• TASK DIRECTIONS: Repeat the lines from the line with "filter:drop-shadow(2px 0 #434343)" to the line with "width:19px; height:19px; translate:-50%" in the listing below, keeping both end lines and adding nothing.

• INPUT RECORDS:
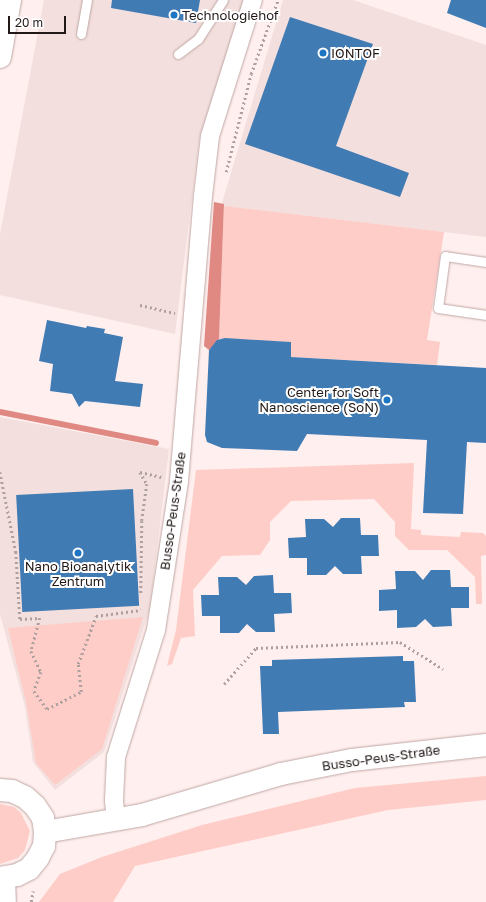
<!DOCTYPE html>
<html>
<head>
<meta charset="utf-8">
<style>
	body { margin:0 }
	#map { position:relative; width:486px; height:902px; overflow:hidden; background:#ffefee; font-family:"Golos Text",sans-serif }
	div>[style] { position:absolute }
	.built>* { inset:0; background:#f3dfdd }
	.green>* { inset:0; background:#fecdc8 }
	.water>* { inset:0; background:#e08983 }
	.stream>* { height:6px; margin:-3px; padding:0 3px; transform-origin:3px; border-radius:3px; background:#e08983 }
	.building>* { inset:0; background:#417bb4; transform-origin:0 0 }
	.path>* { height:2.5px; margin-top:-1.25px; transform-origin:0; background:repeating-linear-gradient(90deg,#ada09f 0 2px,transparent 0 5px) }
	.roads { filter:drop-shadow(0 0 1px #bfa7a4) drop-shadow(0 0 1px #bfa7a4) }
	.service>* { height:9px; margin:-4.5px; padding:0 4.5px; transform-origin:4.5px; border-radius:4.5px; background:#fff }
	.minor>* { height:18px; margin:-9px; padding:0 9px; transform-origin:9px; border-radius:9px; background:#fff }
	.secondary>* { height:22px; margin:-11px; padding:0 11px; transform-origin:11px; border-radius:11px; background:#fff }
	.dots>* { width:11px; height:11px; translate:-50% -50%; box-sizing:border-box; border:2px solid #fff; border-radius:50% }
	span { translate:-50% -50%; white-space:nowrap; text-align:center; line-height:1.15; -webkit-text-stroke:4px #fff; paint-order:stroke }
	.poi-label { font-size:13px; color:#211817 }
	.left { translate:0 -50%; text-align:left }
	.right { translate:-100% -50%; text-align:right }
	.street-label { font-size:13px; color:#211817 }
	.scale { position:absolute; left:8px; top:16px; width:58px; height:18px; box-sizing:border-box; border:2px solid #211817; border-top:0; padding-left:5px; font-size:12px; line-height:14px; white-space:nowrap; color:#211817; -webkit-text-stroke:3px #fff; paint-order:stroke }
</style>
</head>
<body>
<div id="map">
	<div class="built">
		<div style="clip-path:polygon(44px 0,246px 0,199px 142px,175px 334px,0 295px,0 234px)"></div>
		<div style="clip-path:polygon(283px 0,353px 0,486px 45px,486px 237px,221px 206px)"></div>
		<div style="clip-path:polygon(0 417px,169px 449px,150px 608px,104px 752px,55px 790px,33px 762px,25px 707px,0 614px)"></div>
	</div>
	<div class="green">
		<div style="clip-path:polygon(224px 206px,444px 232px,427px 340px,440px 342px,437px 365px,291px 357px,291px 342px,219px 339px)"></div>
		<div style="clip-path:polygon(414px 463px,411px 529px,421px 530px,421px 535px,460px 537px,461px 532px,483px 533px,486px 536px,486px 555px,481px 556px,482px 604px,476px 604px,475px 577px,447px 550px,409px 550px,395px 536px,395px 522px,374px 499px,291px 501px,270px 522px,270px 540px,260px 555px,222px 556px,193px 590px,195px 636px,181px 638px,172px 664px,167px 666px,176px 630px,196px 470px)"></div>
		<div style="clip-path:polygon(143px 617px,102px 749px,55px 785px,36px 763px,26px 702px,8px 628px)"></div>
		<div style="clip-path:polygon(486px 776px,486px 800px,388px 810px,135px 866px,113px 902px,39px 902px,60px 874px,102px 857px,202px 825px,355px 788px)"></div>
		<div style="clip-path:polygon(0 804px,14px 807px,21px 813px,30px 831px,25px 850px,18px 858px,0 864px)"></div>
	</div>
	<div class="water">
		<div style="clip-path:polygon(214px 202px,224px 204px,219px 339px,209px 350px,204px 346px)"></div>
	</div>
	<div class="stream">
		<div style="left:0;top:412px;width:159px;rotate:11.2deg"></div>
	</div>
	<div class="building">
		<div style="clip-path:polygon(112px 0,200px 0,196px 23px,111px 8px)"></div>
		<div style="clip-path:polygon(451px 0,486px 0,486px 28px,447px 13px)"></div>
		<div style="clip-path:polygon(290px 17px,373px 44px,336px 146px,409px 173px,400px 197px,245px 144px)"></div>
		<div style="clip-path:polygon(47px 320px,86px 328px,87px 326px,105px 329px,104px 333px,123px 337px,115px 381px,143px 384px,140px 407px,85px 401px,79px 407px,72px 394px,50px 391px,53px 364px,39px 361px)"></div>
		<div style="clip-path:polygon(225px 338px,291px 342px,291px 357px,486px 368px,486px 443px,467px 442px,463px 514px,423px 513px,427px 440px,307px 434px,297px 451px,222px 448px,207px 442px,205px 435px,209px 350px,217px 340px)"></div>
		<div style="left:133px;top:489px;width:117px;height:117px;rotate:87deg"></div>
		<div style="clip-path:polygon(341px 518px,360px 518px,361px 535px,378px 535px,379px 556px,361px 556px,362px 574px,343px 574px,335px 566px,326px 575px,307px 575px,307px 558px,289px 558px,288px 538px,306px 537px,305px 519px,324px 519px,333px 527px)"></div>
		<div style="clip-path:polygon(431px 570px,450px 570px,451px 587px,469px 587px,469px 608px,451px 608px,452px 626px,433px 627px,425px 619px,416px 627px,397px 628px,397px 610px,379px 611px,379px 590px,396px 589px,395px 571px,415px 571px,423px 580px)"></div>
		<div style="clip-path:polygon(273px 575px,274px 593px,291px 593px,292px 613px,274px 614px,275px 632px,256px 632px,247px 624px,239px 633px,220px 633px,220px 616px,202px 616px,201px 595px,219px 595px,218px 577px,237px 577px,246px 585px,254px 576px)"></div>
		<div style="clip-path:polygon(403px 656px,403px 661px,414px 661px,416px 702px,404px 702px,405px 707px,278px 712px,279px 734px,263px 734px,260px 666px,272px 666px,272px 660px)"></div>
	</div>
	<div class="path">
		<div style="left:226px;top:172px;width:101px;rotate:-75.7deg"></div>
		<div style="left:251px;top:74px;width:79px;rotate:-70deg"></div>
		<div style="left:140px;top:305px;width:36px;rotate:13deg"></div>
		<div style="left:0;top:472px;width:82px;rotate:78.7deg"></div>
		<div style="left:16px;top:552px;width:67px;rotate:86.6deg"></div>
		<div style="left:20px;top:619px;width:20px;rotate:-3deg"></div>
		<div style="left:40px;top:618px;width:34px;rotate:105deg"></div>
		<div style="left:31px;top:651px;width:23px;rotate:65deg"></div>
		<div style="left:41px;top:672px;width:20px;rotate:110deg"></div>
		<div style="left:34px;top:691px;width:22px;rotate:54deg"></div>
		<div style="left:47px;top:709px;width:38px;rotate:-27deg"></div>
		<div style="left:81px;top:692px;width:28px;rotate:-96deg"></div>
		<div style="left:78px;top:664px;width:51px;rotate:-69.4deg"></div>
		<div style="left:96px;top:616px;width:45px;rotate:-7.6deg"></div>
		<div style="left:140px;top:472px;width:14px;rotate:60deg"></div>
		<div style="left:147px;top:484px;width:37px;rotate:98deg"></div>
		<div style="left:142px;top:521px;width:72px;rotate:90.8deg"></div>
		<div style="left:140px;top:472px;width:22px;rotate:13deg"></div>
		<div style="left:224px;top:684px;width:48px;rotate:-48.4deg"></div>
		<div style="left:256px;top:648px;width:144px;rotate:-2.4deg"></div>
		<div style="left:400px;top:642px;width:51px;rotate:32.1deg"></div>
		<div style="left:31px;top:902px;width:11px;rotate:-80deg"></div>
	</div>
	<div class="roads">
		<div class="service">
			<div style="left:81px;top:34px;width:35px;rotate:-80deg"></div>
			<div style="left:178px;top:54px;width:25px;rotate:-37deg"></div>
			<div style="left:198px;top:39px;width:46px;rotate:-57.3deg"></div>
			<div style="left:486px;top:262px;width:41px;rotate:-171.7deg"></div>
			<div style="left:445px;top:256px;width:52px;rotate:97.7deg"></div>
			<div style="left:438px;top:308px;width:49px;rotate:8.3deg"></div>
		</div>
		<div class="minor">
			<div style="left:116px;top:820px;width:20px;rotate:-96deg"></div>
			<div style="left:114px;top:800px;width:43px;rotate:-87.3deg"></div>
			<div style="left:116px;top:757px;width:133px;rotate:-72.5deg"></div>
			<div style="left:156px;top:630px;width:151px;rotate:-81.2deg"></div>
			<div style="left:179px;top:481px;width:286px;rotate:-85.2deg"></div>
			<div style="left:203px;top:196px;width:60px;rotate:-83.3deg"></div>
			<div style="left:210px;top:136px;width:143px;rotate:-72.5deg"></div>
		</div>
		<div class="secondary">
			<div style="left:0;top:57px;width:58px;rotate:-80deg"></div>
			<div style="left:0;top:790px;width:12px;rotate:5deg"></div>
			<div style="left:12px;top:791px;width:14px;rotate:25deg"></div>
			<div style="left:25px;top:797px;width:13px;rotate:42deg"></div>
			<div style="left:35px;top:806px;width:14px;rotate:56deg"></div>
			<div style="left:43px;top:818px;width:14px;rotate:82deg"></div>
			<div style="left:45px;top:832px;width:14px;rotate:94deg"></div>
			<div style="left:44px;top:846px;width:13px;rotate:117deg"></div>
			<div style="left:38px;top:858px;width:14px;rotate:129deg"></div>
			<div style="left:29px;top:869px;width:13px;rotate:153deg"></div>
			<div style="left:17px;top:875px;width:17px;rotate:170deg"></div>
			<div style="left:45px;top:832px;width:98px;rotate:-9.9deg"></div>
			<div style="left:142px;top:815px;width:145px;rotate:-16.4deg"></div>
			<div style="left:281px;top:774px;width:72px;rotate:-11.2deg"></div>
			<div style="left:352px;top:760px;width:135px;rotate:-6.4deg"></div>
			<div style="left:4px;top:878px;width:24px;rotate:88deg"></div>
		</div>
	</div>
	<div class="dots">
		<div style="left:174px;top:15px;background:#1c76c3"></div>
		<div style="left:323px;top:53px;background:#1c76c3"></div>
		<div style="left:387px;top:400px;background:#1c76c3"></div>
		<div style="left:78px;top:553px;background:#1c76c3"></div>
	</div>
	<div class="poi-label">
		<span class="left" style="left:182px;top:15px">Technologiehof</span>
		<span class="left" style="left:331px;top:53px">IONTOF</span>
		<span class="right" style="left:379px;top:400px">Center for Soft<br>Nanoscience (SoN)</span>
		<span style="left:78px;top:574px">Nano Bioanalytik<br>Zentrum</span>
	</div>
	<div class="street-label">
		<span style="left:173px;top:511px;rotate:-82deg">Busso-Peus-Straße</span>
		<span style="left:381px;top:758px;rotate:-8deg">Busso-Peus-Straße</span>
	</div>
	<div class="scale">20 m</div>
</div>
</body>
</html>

==

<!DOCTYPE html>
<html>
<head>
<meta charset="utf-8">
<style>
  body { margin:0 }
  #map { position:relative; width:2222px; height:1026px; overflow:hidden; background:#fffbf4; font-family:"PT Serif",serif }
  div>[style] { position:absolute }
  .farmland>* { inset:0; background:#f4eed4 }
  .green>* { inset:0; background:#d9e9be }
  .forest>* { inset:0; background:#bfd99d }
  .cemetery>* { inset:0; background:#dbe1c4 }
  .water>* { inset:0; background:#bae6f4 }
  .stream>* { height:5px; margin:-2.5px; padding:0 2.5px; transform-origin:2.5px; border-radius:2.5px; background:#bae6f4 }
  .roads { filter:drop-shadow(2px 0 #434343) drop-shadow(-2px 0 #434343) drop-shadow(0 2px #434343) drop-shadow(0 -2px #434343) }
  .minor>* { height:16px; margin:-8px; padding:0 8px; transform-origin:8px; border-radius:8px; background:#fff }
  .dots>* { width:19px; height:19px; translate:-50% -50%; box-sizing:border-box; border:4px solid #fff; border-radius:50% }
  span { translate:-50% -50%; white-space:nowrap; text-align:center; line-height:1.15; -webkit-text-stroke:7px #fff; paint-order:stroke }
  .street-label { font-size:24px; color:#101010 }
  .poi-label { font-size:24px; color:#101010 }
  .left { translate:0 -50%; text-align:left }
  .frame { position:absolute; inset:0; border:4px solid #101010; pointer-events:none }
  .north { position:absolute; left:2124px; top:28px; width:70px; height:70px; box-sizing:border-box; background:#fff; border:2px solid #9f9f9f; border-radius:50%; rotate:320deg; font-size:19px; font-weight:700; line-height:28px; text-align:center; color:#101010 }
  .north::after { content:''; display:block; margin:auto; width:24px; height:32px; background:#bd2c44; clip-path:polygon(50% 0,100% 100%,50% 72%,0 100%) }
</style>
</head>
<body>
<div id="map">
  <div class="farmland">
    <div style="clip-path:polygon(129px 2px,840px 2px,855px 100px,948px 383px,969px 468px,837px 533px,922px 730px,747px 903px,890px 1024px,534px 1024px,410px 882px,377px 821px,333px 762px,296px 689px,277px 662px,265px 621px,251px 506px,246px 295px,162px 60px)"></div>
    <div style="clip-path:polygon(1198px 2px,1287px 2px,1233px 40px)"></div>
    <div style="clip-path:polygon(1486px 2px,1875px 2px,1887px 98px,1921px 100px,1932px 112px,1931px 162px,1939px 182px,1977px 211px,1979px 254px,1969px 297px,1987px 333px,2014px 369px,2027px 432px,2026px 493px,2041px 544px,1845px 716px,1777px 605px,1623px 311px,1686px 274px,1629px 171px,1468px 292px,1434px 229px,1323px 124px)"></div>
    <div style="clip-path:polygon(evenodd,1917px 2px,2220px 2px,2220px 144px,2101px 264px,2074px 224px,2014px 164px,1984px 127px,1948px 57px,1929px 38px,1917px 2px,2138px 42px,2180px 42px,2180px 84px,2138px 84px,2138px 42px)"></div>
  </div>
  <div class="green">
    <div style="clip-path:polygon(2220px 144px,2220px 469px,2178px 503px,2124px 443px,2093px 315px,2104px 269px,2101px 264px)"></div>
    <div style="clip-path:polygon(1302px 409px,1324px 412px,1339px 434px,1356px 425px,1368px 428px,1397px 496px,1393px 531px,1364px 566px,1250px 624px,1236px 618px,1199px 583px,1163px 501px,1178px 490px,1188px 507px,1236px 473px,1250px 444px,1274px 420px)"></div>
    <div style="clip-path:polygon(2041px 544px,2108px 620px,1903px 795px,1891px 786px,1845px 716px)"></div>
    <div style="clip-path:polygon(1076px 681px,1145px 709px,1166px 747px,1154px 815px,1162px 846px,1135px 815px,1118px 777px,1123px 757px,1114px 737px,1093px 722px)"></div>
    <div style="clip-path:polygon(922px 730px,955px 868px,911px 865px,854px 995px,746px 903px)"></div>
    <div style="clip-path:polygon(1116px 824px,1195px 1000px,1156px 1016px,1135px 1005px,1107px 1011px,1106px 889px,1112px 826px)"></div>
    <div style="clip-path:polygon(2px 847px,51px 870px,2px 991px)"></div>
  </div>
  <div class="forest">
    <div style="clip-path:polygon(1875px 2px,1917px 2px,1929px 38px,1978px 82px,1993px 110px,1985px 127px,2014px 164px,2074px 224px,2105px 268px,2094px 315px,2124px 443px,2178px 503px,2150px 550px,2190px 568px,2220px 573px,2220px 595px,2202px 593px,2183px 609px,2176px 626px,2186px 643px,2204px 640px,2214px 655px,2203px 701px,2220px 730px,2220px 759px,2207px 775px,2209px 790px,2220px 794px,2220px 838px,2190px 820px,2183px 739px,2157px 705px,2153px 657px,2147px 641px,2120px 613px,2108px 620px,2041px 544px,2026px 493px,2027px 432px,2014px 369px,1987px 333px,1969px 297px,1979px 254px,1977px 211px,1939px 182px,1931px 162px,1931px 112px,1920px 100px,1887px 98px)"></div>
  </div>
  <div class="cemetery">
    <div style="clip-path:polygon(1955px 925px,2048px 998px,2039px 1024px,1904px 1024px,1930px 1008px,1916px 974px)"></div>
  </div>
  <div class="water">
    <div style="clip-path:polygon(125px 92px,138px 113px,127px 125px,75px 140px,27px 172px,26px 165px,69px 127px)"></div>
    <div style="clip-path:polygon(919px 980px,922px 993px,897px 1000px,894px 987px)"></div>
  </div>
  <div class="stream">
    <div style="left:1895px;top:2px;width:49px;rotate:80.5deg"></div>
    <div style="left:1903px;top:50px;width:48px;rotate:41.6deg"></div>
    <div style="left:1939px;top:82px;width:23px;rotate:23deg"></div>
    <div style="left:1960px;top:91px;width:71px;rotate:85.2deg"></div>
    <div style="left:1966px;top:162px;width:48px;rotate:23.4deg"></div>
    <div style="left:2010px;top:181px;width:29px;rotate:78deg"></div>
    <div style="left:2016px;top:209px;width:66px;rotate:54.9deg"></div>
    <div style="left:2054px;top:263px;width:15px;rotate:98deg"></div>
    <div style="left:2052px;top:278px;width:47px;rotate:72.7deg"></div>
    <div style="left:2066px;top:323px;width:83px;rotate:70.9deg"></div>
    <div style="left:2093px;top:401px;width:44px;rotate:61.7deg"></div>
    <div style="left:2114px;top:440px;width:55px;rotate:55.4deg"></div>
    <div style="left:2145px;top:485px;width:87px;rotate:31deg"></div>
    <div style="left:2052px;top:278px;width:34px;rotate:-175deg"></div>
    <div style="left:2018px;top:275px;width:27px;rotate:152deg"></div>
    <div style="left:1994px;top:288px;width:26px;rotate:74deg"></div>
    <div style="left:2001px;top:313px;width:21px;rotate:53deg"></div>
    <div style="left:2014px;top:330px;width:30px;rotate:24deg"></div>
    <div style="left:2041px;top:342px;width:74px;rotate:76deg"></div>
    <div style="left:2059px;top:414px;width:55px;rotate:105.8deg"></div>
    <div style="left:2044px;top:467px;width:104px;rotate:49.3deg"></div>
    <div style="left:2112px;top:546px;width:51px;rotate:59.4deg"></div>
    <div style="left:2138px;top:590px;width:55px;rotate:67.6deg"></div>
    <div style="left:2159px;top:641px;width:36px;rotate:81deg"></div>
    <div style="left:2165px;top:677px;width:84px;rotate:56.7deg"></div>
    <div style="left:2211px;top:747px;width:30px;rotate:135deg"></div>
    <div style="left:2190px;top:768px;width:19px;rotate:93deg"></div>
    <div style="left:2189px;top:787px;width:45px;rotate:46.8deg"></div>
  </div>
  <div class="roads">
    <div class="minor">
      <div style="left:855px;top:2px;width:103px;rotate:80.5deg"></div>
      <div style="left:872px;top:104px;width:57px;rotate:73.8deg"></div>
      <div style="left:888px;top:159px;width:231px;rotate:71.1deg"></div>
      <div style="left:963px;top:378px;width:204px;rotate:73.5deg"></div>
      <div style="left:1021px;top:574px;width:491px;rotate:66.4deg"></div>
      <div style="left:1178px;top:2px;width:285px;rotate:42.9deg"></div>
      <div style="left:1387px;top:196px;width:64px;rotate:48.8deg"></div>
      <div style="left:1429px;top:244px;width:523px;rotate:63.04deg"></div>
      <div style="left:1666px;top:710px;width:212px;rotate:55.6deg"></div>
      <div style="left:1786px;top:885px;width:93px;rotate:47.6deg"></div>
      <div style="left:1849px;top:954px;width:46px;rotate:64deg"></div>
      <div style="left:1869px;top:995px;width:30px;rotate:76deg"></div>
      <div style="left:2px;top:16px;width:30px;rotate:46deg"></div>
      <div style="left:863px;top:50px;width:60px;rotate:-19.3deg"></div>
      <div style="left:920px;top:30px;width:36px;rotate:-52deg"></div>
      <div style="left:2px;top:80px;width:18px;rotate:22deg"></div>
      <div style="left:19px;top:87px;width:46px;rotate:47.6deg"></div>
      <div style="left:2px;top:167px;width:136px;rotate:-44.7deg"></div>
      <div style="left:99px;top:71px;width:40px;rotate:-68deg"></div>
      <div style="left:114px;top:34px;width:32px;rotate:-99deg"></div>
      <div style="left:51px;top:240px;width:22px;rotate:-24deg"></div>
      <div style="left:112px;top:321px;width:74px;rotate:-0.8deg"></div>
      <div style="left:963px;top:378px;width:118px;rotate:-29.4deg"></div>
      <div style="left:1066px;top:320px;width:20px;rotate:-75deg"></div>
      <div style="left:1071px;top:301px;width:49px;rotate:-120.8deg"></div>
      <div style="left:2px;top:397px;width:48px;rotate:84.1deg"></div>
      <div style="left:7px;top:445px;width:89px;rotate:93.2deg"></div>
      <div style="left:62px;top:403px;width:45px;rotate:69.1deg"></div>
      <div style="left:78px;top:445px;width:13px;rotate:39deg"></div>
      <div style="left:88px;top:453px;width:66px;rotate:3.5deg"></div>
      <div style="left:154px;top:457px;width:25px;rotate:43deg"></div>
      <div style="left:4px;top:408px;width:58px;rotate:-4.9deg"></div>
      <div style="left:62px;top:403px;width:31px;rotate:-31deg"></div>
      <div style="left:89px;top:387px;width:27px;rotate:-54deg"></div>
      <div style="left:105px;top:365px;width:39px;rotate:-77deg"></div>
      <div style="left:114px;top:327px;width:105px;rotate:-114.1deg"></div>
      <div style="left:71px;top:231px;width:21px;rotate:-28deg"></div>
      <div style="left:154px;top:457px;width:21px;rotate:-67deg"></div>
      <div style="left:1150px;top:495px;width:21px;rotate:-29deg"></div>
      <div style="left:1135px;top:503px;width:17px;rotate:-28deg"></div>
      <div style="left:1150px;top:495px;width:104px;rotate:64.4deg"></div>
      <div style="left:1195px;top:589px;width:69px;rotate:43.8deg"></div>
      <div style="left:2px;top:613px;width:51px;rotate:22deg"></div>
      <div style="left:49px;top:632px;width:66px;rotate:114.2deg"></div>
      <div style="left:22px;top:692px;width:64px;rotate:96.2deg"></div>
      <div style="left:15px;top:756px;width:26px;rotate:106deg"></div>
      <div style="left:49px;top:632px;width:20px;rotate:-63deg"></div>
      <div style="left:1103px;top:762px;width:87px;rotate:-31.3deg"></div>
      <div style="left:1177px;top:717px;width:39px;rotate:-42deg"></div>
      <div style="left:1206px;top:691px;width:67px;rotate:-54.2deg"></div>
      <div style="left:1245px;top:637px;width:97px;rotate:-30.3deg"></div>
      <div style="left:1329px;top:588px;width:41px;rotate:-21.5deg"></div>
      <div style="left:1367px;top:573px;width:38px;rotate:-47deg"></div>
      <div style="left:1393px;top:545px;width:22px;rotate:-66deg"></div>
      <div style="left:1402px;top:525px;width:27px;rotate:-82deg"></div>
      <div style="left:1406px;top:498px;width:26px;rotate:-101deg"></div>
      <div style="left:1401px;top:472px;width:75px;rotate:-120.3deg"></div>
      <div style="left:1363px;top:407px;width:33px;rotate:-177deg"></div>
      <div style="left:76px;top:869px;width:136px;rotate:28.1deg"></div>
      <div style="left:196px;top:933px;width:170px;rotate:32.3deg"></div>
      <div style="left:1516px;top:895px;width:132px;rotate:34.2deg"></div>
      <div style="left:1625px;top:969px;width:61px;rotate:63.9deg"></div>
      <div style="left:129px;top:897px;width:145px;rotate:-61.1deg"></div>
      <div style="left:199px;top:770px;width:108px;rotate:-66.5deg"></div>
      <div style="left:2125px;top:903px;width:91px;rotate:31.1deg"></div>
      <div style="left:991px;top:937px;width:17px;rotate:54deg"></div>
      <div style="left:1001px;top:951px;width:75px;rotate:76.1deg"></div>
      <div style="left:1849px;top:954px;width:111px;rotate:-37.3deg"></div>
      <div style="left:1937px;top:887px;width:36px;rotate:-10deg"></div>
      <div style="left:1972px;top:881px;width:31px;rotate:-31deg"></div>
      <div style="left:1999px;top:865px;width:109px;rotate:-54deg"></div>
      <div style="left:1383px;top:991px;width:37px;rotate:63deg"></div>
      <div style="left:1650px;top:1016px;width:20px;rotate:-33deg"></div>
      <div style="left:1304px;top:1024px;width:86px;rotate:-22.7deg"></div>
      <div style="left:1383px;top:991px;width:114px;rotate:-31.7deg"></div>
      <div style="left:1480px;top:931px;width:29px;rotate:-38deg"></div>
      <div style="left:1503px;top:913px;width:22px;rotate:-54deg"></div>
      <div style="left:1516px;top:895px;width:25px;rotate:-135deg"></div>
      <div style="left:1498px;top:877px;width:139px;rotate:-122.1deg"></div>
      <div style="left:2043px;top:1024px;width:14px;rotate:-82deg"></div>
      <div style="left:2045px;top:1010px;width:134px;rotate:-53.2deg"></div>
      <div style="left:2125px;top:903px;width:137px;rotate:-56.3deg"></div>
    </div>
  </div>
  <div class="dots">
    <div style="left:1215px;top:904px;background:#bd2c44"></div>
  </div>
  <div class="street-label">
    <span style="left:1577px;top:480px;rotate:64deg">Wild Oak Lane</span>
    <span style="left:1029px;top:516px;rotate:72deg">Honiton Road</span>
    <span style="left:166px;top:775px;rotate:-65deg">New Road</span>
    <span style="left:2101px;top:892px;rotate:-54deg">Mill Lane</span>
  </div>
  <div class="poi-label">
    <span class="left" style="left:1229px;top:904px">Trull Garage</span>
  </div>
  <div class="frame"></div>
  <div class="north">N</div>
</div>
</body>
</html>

• RESPONSE TO THE EXERCISE:
  .roads { filter:drop-shadow(2px 0 #434343) drop-shadow(-2px 0 #434343) drop-shadow(0 2px #434343) drop-shadow(0 -2px #434343) }
  .minor>* { height:16px; margin:-8px; padding:0 8px; transform-origin:8px; border-radius:8px; background:#fff }
  .dots>* { width:19px; height:19px; translate:-50% -50%; box-sizing:border-box; border:4px solid #fff; border-radius:50% }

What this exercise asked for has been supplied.